[Collected data]
::::::::::
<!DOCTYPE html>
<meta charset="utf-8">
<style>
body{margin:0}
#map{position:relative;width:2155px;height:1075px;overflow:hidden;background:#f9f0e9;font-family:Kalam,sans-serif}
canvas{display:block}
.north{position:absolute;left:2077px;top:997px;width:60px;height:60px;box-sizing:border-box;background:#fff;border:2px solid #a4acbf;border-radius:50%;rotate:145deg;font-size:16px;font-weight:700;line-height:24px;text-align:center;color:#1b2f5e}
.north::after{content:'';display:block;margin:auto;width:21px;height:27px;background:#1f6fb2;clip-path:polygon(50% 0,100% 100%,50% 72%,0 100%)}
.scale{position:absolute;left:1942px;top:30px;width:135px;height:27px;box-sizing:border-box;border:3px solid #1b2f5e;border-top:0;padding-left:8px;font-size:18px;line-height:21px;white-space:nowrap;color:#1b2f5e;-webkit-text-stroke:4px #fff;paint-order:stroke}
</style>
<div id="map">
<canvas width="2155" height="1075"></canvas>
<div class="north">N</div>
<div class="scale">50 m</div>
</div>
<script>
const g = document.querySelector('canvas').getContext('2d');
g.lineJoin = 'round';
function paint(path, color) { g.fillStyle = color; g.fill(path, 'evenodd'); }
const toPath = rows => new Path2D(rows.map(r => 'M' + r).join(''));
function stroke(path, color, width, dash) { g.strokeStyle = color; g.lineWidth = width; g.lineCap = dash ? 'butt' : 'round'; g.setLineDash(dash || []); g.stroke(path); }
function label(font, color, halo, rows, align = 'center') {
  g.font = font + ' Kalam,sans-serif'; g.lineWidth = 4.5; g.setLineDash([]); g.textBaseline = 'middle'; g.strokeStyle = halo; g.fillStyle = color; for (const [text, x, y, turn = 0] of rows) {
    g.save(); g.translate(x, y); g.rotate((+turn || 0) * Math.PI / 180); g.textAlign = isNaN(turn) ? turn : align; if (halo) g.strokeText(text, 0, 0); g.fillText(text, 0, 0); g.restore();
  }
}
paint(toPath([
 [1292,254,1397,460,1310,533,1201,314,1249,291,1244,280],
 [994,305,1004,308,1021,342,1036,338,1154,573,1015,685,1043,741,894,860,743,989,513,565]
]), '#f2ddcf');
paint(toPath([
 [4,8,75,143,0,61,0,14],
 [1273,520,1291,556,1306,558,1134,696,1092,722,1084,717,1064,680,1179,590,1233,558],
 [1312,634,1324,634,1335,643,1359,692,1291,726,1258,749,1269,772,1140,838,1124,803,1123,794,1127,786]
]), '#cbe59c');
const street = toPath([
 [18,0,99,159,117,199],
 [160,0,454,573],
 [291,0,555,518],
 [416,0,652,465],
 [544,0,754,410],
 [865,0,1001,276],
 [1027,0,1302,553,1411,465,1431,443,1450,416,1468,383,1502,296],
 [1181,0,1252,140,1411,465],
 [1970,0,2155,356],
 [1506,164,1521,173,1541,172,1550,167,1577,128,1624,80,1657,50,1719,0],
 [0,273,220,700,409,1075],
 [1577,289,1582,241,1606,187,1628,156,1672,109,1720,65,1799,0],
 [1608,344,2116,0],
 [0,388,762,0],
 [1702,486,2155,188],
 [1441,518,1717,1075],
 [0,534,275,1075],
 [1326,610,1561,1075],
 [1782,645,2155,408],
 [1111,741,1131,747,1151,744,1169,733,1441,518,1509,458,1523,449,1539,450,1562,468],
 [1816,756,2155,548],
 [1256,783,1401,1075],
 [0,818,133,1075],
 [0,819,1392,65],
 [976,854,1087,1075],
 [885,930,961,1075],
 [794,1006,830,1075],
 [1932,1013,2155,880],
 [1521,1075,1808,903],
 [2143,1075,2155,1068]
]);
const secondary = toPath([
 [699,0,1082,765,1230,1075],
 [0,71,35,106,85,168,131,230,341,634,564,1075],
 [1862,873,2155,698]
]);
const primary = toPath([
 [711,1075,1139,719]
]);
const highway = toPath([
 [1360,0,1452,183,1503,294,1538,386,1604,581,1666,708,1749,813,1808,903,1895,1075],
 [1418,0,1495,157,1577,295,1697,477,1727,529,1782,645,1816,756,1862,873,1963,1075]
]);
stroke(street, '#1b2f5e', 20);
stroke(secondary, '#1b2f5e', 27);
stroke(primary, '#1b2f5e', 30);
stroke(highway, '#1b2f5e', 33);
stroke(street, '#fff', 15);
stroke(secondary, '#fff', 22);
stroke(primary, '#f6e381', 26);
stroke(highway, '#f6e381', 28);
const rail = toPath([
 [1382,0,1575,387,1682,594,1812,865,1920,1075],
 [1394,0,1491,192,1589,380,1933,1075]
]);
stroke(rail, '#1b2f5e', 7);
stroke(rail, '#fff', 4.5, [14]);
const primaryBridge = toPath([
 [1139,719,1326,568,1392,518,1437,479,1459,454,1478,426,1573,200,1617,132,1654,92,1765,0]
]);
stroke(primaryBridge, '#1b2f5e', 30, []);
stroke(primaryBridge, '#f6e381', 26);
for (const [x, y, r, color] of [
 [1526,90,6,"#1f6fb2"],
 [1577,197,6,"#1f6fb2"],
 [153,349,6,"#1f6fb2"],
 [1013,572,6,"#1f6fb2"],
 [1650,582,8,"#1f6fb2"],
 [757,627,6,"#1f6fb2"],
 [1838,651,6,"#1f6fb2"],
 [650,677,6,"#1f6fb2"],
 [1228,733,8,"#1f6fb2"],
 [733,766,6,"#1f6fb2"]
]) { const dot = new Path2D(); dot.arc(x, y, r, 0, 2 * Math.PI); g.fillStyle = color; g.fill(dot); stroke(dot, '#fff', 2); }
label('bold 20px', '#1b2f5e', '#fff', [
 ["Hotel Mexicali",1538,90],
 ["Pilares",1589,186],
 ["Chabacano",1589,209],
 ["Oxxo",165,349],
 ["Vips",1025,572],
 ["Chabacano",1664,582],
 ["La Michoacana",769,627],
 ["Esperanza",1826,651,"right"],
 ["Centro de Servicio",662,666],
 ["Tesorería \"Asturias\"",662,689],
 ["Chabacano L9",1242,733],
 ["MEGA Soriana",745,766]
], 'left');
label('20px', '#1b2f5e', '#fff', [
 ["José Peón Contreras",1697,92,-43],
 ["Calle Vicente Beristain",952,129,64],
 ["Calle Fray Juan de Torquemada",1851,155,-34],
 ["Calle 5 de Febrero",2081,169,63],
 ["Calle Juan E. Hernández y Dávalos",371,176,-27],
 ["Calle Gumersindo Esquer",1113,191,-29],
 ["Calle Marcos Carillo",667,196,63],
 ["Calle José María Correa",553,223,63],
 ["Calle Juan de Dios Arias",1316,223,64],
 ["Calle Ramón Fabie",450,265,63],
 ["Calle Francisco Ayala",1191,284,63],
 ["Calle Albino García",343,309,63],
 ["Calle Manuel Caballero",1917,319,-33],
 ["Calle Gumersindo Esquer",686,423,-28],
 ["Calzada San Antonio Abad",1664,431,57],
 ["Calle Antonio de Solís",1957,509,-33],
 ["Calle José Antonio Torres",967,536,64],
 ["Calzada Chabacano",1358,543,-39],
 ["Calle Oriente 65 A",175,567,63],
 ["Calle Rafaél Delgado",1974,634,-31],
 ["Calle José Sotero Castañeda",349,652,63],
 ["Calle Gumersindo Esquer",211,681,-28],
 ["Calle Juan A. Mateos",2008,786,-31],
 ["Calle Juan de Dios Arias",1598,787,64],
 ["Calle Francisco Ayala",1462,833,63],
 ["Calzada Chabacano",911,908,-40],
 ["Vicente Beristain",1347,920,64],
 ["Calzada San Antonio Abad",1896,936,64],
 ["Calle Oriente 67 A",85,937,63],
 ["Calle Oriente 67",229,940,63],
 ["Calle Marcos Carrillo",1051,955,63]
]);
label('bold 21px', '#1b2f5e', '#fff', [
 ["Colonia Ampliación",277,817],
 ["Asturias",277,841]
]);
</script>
::::::::::
• **TRY IT**
Copy exactly the lines above, starting at the opening line and finishing at the line in which "g.lineJoin = 'round';" occurs.

• **RESPONSE TO THE TASK**
<!DOCTYPE html>
<meta charset="utf-8">
<style>
body{margin:0}
#map{position:relative;width:2155px;height:1075px;overflow:hidden;background:#f9f0e9;font-family:Kalam,sans-serif}
canvas{display:block}
.north{position:absolute;left:2077px;top:997px;width:60px;height:60px;box-sizing:border-box;background:#fff;border:2px solid #a4acbf;border-radius:50%;rotate:145deg;font-size:16px;font-weight:700;line-height:24px;text-align:center;color:#1b2f5e}
.north::after{content:'';display:block;margin:auto;width:21px;height:27px;background:#1f6fb2;clip-path:polygon(50% 0,100% 100%,50% 72%,0 100%)}
.scale{position:absolute;left:1942px;top:30px;width:135px;height:27px;box-sizing:border-box;border:3px solid #1b2f5e;border-top:0;padding-left:8px;font-size:18px;line-height:21px;white-space:nowrap;color:#1b2f5e;-webkit-text-stroke:4px #fff;paint-order:stroke}
</style>
<div id="map">
<canvas width="2155" height="1075"></canvas>
<div class="north">N</div>
<div class="scale">50 m</div>
</div>
<script>
const g = document.querySelector('canvas').getContext('2d');
g.lineJoin = 'round';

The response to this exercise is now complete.